SUPPLIED ENTRIES: Begin

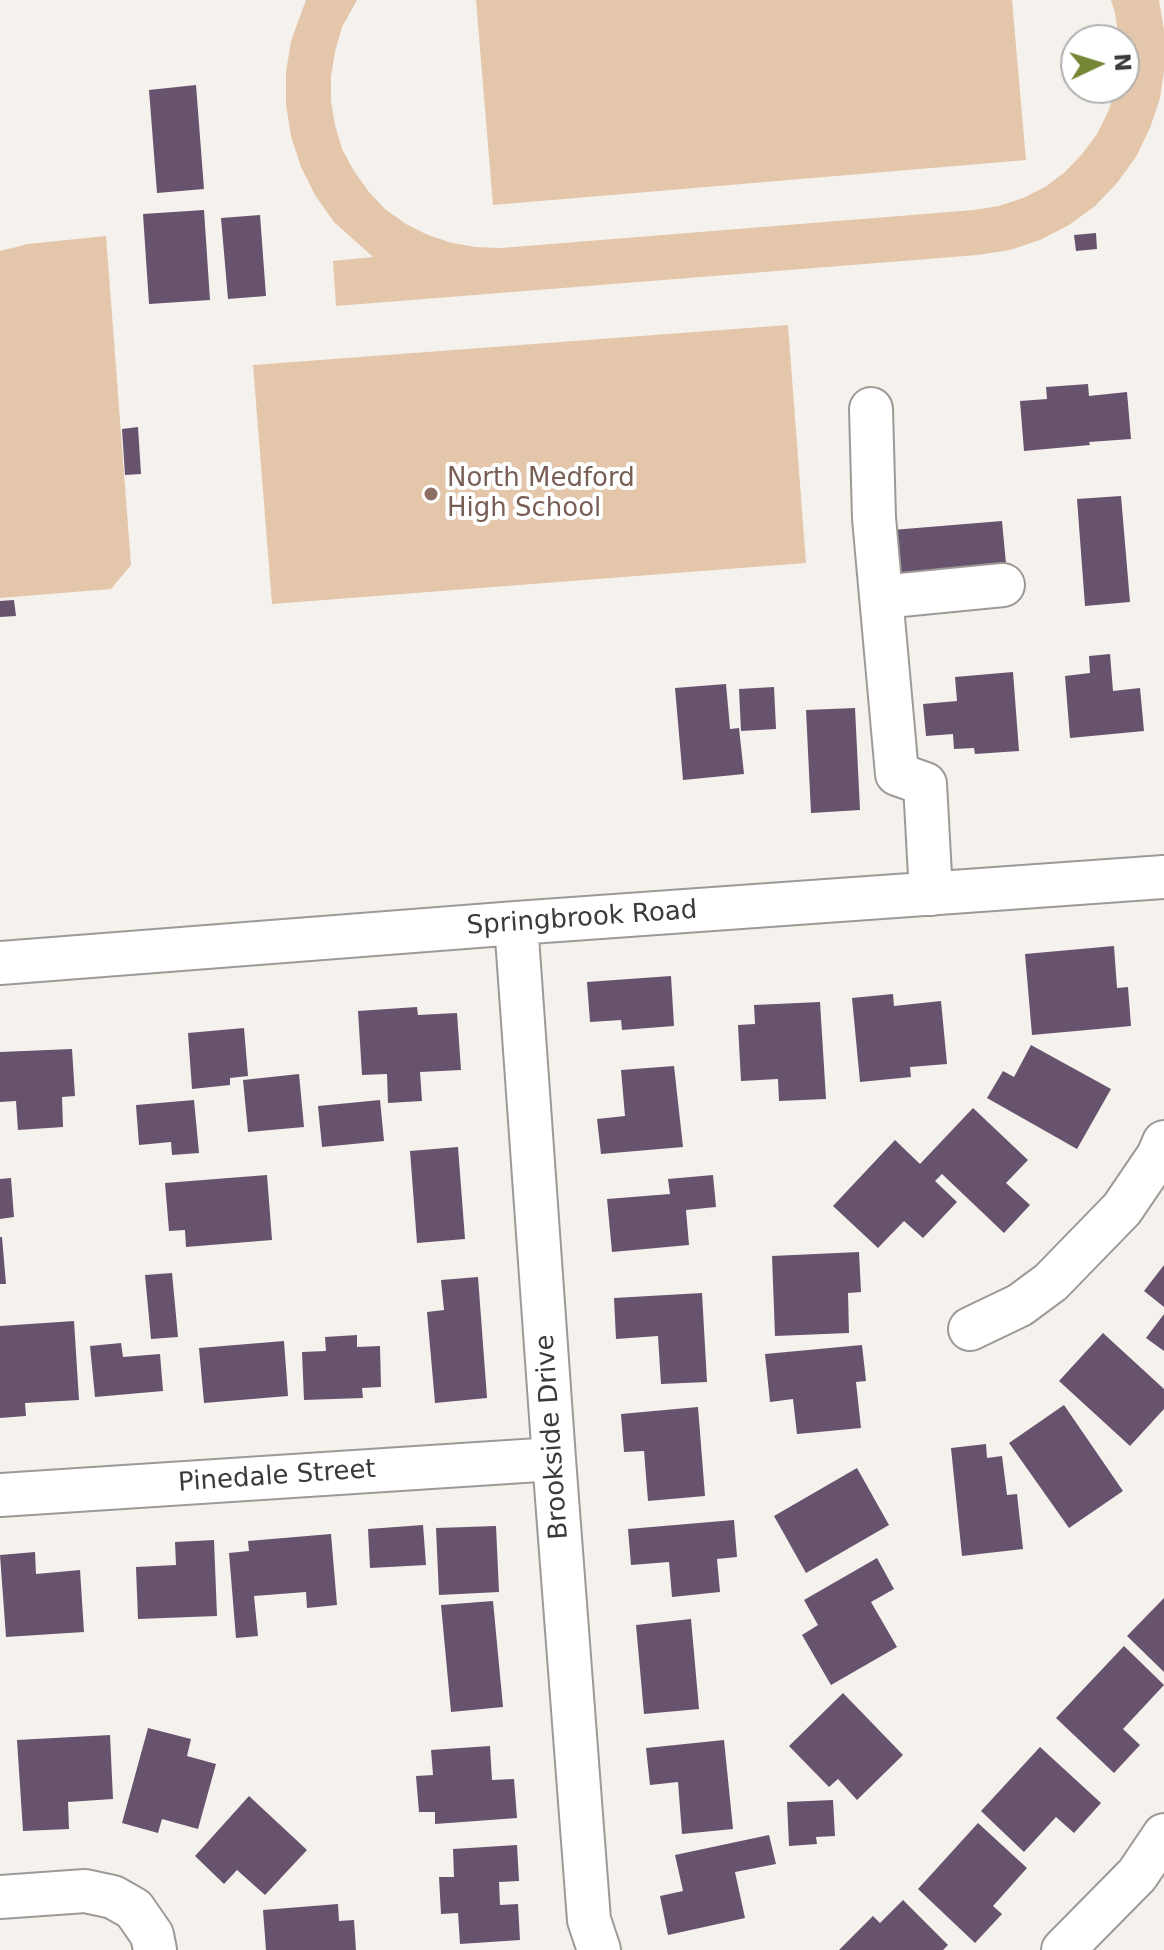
<!DOCTYPE html>
<html>
<head>
<meta charset="utf-8">
<style>
  body { margin:0 }
  #map { position:relative; width:1164px; height:1950px; overflow:hidden; background:#f5f1ed; font-family:"DejaVu Sans",sans-serif }
  canvas { display:block }
  .north { position:absolute; left:1060px; top:24px; width:80px; height:80px; box-sizing:border-box; background:#fff; border:2px solid #b1b0b0; border-radius:50%; rotate:86deg; font-size:22px; font-weight:700; line-height:32px; text-align:center; color:#3c3a39 }
  .north::after { content:''; display:block; margin:auto; width:28px; height:36px; background:#758635; clip-path:polygon(50% 0,100% 100%,50% 72%,0 100%) }
</style>
</head>
<body>
<div id="map">
<canvas width="1164" height="1950"></canvas>
<div class="north">N</div>
</div>
<script>
const ctx = document.querySelector('canvas').getContext('2d');
ctx.lineJoin = 'round';
function fillPath(path, color) { ctx.fillStyle = color; ctx.fill(path, 'evenodd'); }
const poly = rows => new Path2D(rows.map(r => 'M' + r).join(''));
function strokePath(path, color, width, dash) { ctx.strokeStyle = color; ctx.lineWidth = width; ctx.lineCap = dash ? 'butt' : 'round'; ctx.setLineDash(dash || []); ctx.stroke(path); }
function write(font, color, halo, rows, align = 'center') {
  ctx.font = font + ' "DejaVu Sans",sans-serif'; ctx.lineWidth = 8; ctx.setLineDash([]); ctx.textBaseline = 'middle'; ctx.strokeStyle = halo; ctx.fillStyle = color; for (const [text, x, y, turn = 0] of rows) {
    ctx.save(); ctx.translate(x, y); ctx.rotate((+turn || 0) * Math.PI / 180); ctx.textAlign = isNaN(turn) ? turn : align; if (halo) ctx.strokeText(text, 0, 0); ctx.fillText(text, 0, 0); ctx.restore();
  }
}
fillPath(poly([
  [306,0,357,0,342,27,335,52,331,76,331,101,335,125,342,149,354,171,369,192,385,209,406,224,428,235,452,243,476,247,501,248,974,210,999,206,1023,198,1045,187,1065,172,1082,154,1097,134,1108,112,1116,88,1124,88,1124,40,1119,40,1115,13,1111,0,1159,0,1164,30,1164,71,1160,98,1150,128,1136,157,1117,183,1095,206,1069,225,1040,240,1010,250,978,255,336,306,333,261,373,257,334,222,315,195,301,167,291,136,286,105,286,72,291,41],
  [476,0,1012,0,1026,160,493,205],
  [106,236,131,565,111,589,0,598,0,251,28,244],
  [788,325,806,563,272,604,253,365]
]), '#e4c7ab');
fillPath(poly([
  [196,85,204,189,157,193,149,90],
  [204,210,210,300,149,304,143,214],
  [260,215,266,296,228,299,221,218],
  [1096,233,1097,249,1076,251,1074,235],
  [1088,384,1089,396,1127,392,1131,439,1089,442,1090,445,1024,451,1020,401,1047,399,1046,387],
  [138,427,141,474,125,475,122,429],
  [1121,496,1130,602,1085,606,1077,499],
  [1002,521,1006,564,884,574,880,531],
  [14,600,16,616,0,617,0,601],
  [1110,654,1113,691,1140,688,1144,731,1070,738,1065,676,1090,673,1089,656],
  [1013,672,1019,751,975,754,974,748,954,749,953,734,926,736,923,704,957,701,955,677],
  [726,684,730,729,739,728,744,774,683,780,675,688],
  [774,687,776,729,741,731,739,689],
  [855,708,860,810,811,813,806,710],
  [1114,946,1117,988,1128,987,1131,1026,1032,1035,1025,954],
  [671,976,674,1026,622,1030,621,1020,590,1022,587,982],
  [893,994,894,1006,941,1001,947,1064,910,1067,911,1077,860,1082,852,998],
  [820,1002,826,1099,779,1101,778,1079,741,1081,738,1025,755,1024,754,1005],
  [417,1007,418,1015,457,1013,461,1070,420,1072,422,1101,388,1103,387,1074,362,1075,358,1011],
  [244,1028,248,1076,230,1078,230,1085,192,1089,188,1033],
  [1031,1045,1111,1089,1077,1149,987,1098,1003,1071,1014,1077],
  [72,1049,75,1096,62,1097,63,1127,18,1130,16,1101,0,1102,0,1052],
  [674,1066,683,1147,601,1154,597,1119,625,1116,621,1070],
  [299,1074,304,1127,248,1132,243,1080],
  [194,1100,199,1153,172,1155,171,1142,139,1145,136,1105],
  [380,1100,384,1141,322,1147,318,1106],
  [973,1108,1028,1160,1006,1183,1030,1205,1004,1233,942,1174,935,1181,957,1202,923,1238,904,1221,878,1248,833,1206,895,1140,920,1164],
  [458,1147,465,1239,417,1243,410,1151],
  [267,1175,272,1240,186,1247,185,1230,169,1231,165,1183],
  [713,1175,716,1207,686,1210,689,1245,612,1252,607,1199,670,1194,668,1179],
  [11,1178,14,1217,0,1219,0,1179],
  [0,1237,2,1237,6,1284,0,1284],
  [859,1252,861,1292,848,1293,849,1333,775,1336,772,1256],
  [1164,1265,1164,1307,1144,1291],
  [172,1273,178,1337,151,1339,145,1275],
  [478,1277,487,1398,435,1403,427,1312,444,1310,441,1280],
  [702,1293,707,1382,661,1384,658,1336,616,1339,614,1298],
  [1164,1314,1164,1351,1146,1338],
  [74,1321,79,1400,25,1403,26,1416,0,1418,0,1326],
  [1103,1333,1164,1389,1164,1409,1130,1446,1059,1381],
  [357,1335,357,1347,380,1346,381,1387,362,1388,363,1398,304,1400,302,1352,326,1351,325,1337],
  [284,1341,288,1396,204,1403,199,1348],
  [121,1343,123,1357,160,1354,163,1391,95,1397,90,1346],
  [862,1345,866,1381,856,1382,861,1428,797,1434,793,1399,770,1402,765,1354],
  [1064,1405,1123,1491,1069,1528,1009,1443],
  [698,1407,705,1496,648,1501,644,1451,624,1452,621,1414],
  [986,1444,987,1458,1002,1456,1007,1495,1017,1494,1023,1549,962,1556,951,1448],
  [857,1468,889,1525,806,1573,774,1516],
  [734,1520,737,1557,717,1559,720,1592,672,1597,669,1562,631,1565,628,1529],
  [423,1525,426,1565,370,1568,368,1529],
  [496,1526,499,1592,439,1595,436,1528],
  [331,1534,337,1605,307,1608,306,1592,254,1596,258,1636,236,1638,229,1553,249,1551,248,1541],
  [214,1540,217,1616,138,1619,136,1567,176,1565,175,1542],
  [35,1552,36,1574,80,1570,84,1632,6,1637,0,1555],
  [877,1558,894,1589,871,1602,897,1647,831,1685,802,1635,818,1625,804,1600],
  [1164,1598,1164,1672,1127,1636],
  [493,1601,503,1707,451,1712,441,1605],
  [691,1619,699,1709,644,1714,636,1625],
  [1124,1646,1164,1685,1123,1729,1140,1745,1114,1773,1056,1718],
  [843,1693,903,1755,857,1800,838,1779,829,1787,789,1746],
  [148,1728,191,1739,187,1756,216,1764,198,1829,162,1819,158,1833,122,1823],
  [110,1735,113,1799,68,1802,69,1829,23,1831,17,1740],
  [724,1740,733,1829,682,1834,678,1782,650,1785,646,1748],
  [490,1746,492,1780,514,1779,517,1818,435,1824,435,1812,419,1812,416,1776,433,1775,431,1750],
  [1040,1747,1101,1803,1074,1833,1056,1817,1024,1852,981,1811],
  [249,1796,307,1850,265,1895,237,1870,224,1884,195,1856],
  [833,1800,835,1836,816,1837,817,1844,789,1846,787,1802],
  [978,1823,1027,1868,993,1906,1002,1914,975,1943,918,1889],
  [769,1835,776,1864,735,1872,745,1918,668,1935,660,1896,683,1891,675,1855],
  [517,1845,519,1881,499,1882,500,1905,518,1904,520,1940,460,1944,458,1913,441,1914,439,1877,454,1877,453,1849],
  [903,1900,948,1945,943,1950,839,1950,873,1916,880,1923],
  [338,1904,339,1921,354,1920,356,1950,266,1950,263,1910]
]), '#68536f');
const minor = poly([
  [871,409,874,518,897,774,925,784,931,894],
  [881,597,1003,585],
  [516,923,554,1459,589,1920,599,1950],
  [0,963,516,923,1164,877],
  [970,1329,1020,1305,1051,1282,1122,1209,1158,1156,1164,1142],
  [0,1495,554,1459],
  [0,1897,85,1891,113,1897,134,1909,152,1935,155,1950],
  [1063,1950,1137,1875,1164,1835]
]);
strokePath(minor, '#9d9996', 46);
strokePath(minor, '#fff', 42);
for (const [x, y, r, color] of [
  [431,494,8,"#8d6e63"]
]) { const dot = new Path2D(); dot.arc(x, y, r, 0, 2 * Math.PI); ctx.fillStyle = color; ctx.fill(dot); strokePath(dot, '#fff', 3); }
write('26px', '#785e54', '#fff', [
  ["North Medford",447,479],
  ["High School",447,509]
], 'left');
write('26px', '#3c3a39', '#fff', [
  ["Springbrook Road",582,919,-4],
  ["Brookside Drive",553,1437,-94],
  ["Pinedale Street",277,1477,-4]
]);
</script>
</body>
</html>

SUPPLIED ENTRIES: End

Search the entries for the string "DejaVu" and collect each line that has it.

SOLUTION TO THE PROBLEM:
  #map { position:relative; width:1164px; height:1950px; overflow:hidden; background:#f5f1ed; font-family:"DejaVu Sans",sans-serif }
  ctx.font = font + ' "DejaVu Sans",sans-serif'; ctx.lineWidth = 8; ctx.setLineDash([]); ctx.textBaseline = 'middle'; ctx.strokeStyle = halo; ctx.fillStyle = color; for (const [text, x, y, turn = 0] of rows) {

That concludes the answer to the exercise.